Category: robert smith

The Cure “Charlotte Sometimes” 1981. 12″ single, Fiction Records. The Cure released “Charlotte Sometimes” as a non-album single about six months after the Faith LP and it went to #44 in the UK. The Cure included it on their 1986 comp Staring at the Sea: The Singles, an album that I listened to rather incessantly in the 80′s (this 12″ is a very recent acquisition, picked up at record store in London). Robert Smith’s inspiration for the song was the “children’s novel by English writer Penelope Farmer, published in 1969. According to Smith: ‘There have been a lot of literary influences through the years; ‘Charlotte Sometimes’ was a very straight lift.’ Many lines in the song reflect lines directly from the book, such as ‘All the faces/All the voices blur/Change to one face/Change to one voice’ from the song, compared to the first sentence of the book, ‘By bedtime all the faces, the voices, had blurred for Charlotte to one face, one voice.’. The song continues: ‘Prepare yourself for bed/The light seems bright/And glares on white walls,’ and the book continues, ‘She prepared herself for bed… The light seemed too bright for them, glaring on white walls’. The title of the single’s B-side, “Splintered in Her Head”, was also taken from a line in the novel. The Cure later released another song based on the novel, ‘The Empty World,’ from their 1984 album The Top.” [Wiki] “Charlotte Sometimes” is a great representation of my favorite Cure music: the early stuff. Rich, dark and gothic. Swirly. Mysterious. “Splintered in Her Head” is also dark, but more ominous with whispers of industrial goth. On the 12″ single, both of those tracks appear on the A side; side B is a very long live version of “Faith” which The Cure recorded in Australia in 1981. 

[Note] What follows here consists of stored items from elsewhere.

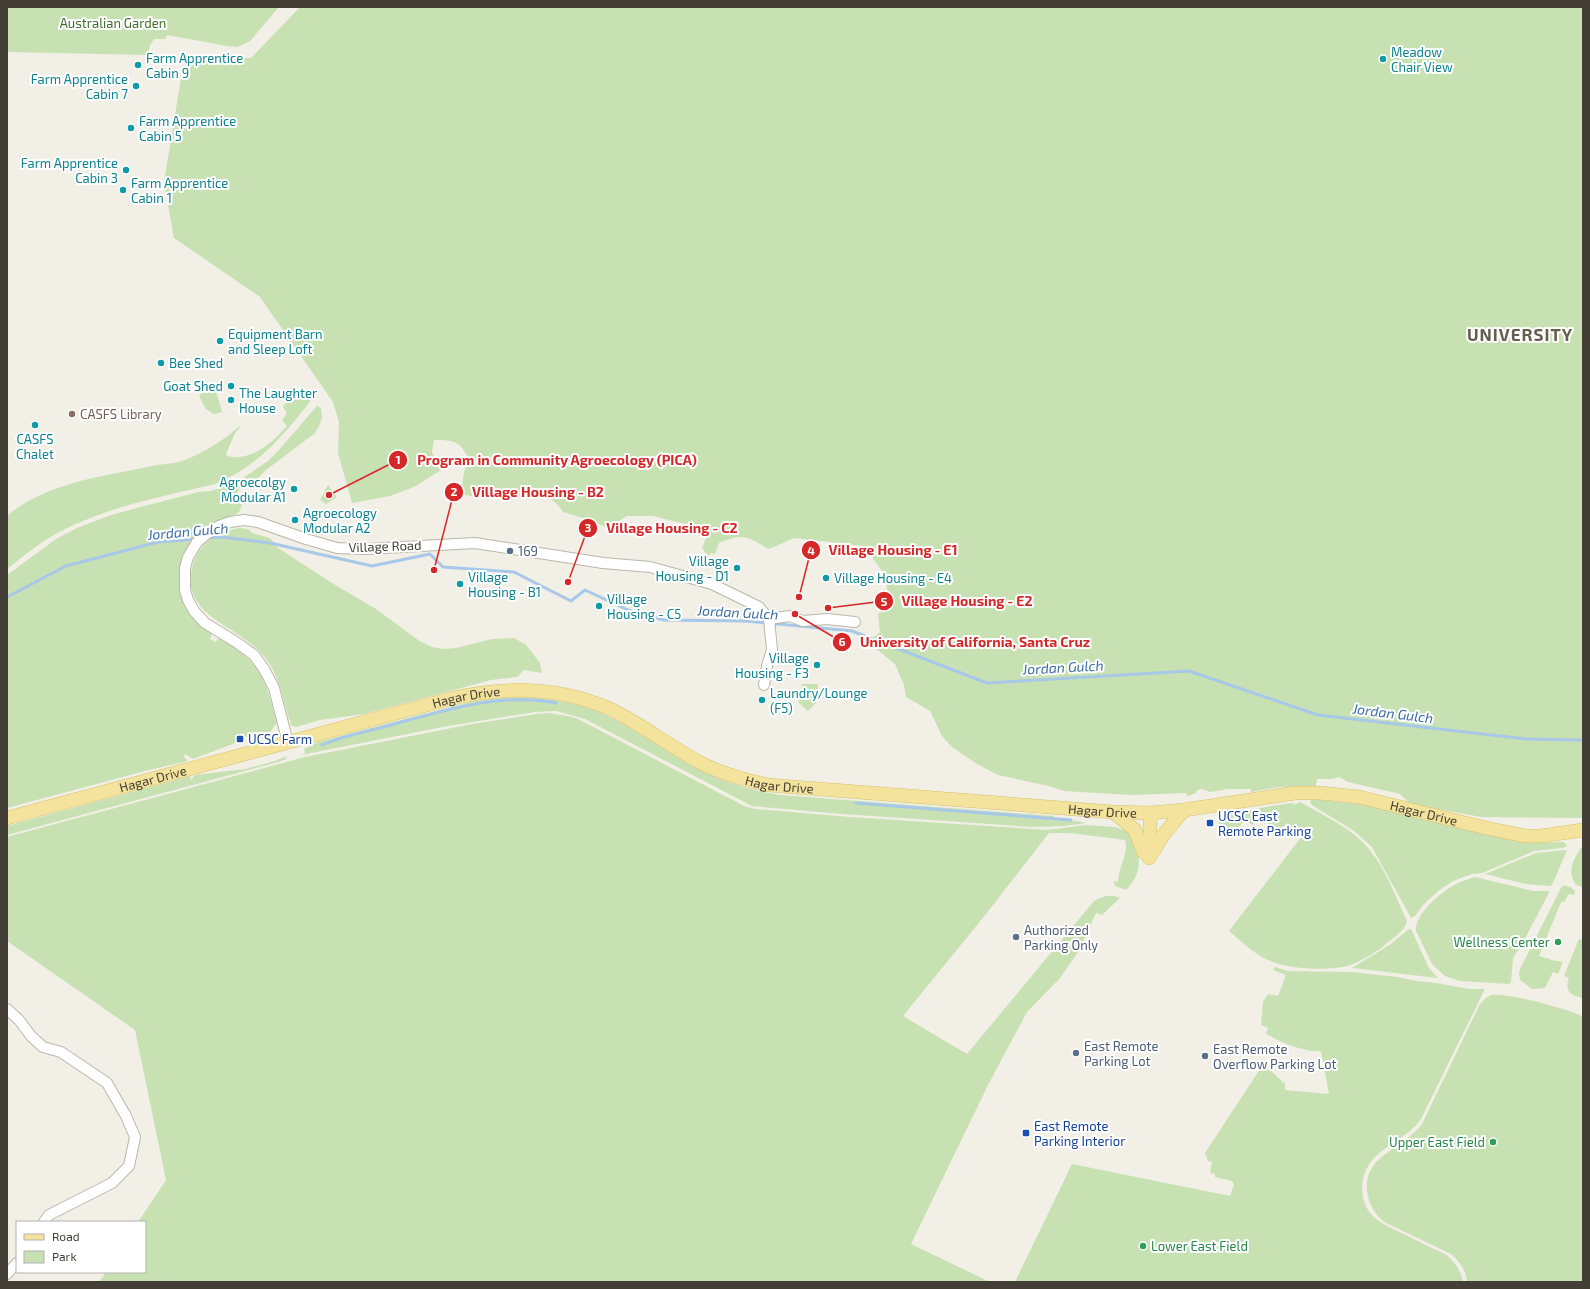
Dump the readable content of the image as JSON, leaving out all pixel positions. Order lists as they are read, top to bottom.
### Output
{
  "streets": {
    "main road": ["Hagar Drive"],
    "street": ["Village Road"]
  },
  "crossings": [
    ["Village Road", "Hagar Drive"]
  ],
  "districts": ["UNIVERSITY"],
  "water": ["Jordan Gulch"],
  "parks": ["Australian Garden"],
  "places": {
    "other": [
      "Meadow Chair View",
      "Farm Apprentice Cabin 9",
      "Farm Apprentice Cabin 7",
      "Farm Apprentice Cabin 5",
      "Farm Apprentice Cabin 3",
      "Farm Apprentice Cabin 1",
      "Equipment Barn and Sleep Loft",
      "Bee Shed",
      "Goat Shed",
      "The Laughter House",
      "CASFS Library",
      "CASFS Chalet",
      "Agroecolgy Modular A1",
      "Program in Community Agroecology (PICA)",
      "Agroecology Modular A2",
      "169",
      "Village Housing - D1",
      "Village Housing - B2",
      "Village Housing - E4",
      "Village Housing - C2",
      "Village Housing - B1",
      "Village Housing - E1",
      "Village Housing - C5",
      "Village Housing - E2",
      "University of California, Santa Cruz",
      "Village Housing - F3",
      "Laundry/Lounge (F5)",
      "Authorized Parking Only",
      "Wellness Center",
      "East Remote Parking Lot",
      "East Remote Overflow Parking Lot",
      "Upper East Field",
      "Lower East Field"
    ],
    "transit": ["UCSC Farm", "UCSC East Remote Parking", "East Remote Parking Interior"]
  },
  "legend": ["Road", "Park"]
}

Siouxise and the Banshees “Hyaena” released 35 years ago today, June 8th, 1984. Hyaena was the Banshee’s sixth LP and is particularly notable for featuring The Cure’s Robert Smith on guitar and keyboards. Ours is the US version that includes the single “Dear Prudence” which the Banshees released as a stand-alone in Europe in 1983 (it hit #5 in the UK). It’s a a masterful rework of the Beatles classic. Siouxsie’s clear voice and the Banshees’ gothy psychedelic soundscape takes Prudence (Mia Farrow’s sister) out of meditation in India with Maharishi Mahesh Yogi and into the black-lit clubs of early 80′s Britain where she can transcend ego through trance dance. Also released as singles were “Swimming Horses” (#28 in the UK)  Robert Smith reworked the piano melody into “Six Different Ways” from The Cure’s Head on the Door LP (1985). The second and final single from Hyaena was “Dazzle,” a lush orchestral anthem introduced by members of London Symphonic Orchestra’s string section; “Dazzle” hit #33 on the UK charts. 

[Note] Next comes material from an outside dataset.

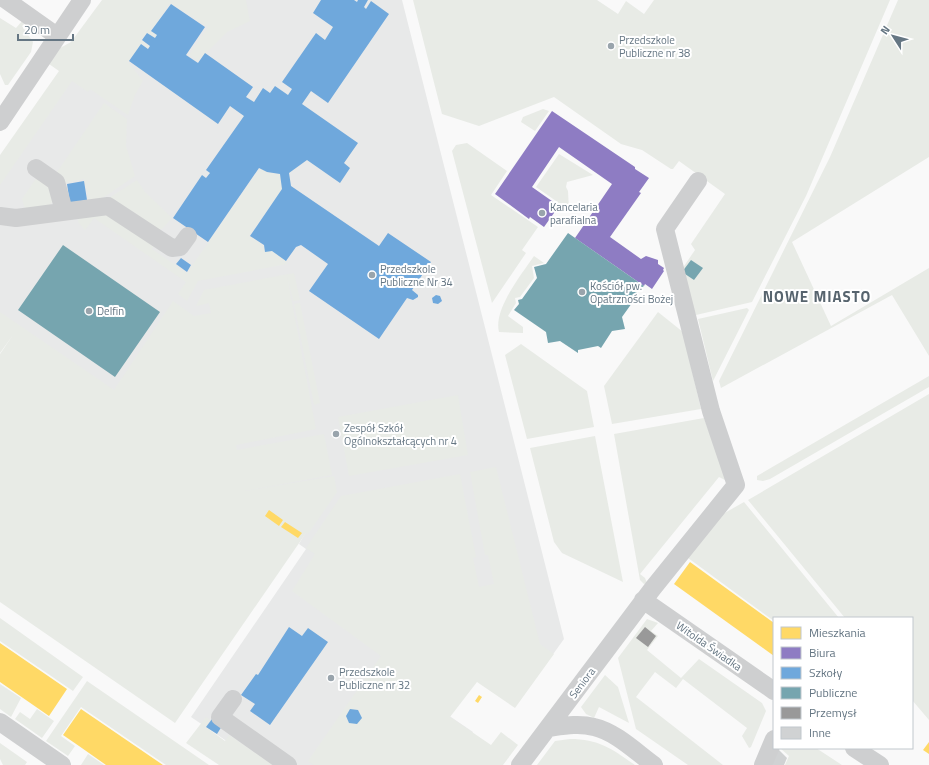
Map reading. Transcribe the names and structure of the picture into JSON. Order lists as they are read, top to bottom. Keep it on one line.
{"streets":{"street":["Witolda Świadka","Seniora"]},"crossings":[["Witolda Świadka","Seniora"]],"districts":["NOWE MIASTO"],"places":["Przedszkole Publiczne nr 38","Kancelaria parafialna","Przedszkole Publiczne Nr 34","Kościół pw. Opatrzności Bożej","Delfin","Zespół Szkół Ogólnokształcących nr 4","Przedszkole Publiczne nr 32"],"legend":["Mieszkania","Biura","Szkoły","Publiczne","Przemysł","Inne"],"scale_bar":"20 m","north":"top left"}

The Cure “Disintegration” released 30 years ago today, May 2nd, 1989. The Cure’s sensuous goth masterpiece was their 8th studio album and to that point their biggest hit; it still remains The Cure’s best-selling album and likely their most beloved. It went to #3 in the UK and to #12 in the US with its hit singles like “Lovesong” and “Pictures of You,” both ubiquitous features during my college freshman year. Disintegration was (thankfully) a marked departure from The Cure’s previous album Kiss Me, Kiss Me, Kiss Me from ‘87, which was fairly bright pop (for The Cure, anyway), and a return to the shadowy atmosphere of their early 80′s recordings like Pornography. Disintegration is pretty much as close to perfect a record can get: each song flows seamlessly to the next but never becomes redundant or boring. I love the singles: “Lullaby” (#5 UK, #74 US), “Fascination Street” (the deep, ominous groove on this one makes it my top single from the LP, reminding me of the Seventeen Seconds, Faith, and Pornography days – it went to #46 in the US and to #1 on the US Modern Rock Tracks chart; it was not released as a single in the UK), “Lovesong” (#18 UK, #2 US – their first and only US Top 10 hit and composed by Robert Smith as a wedding present to his new wife, Mary Poole) and “Pictures of You” (#27 UK, #71 US). But my favorite songs are the lush and less mainstream tracks like “Plainsong” – all shimmering wind chimes and ennui, “Closedown” – gorgeous goth perfection, “Last Dance” – the goth-jangle-guitar on here so so beautiful, and oh my god the flow from “Prayers for Rain” to “The Same Deep Water As You” is so thunderously sumptuous that I almost want to cry and then that same emotion carries into “Homesick.”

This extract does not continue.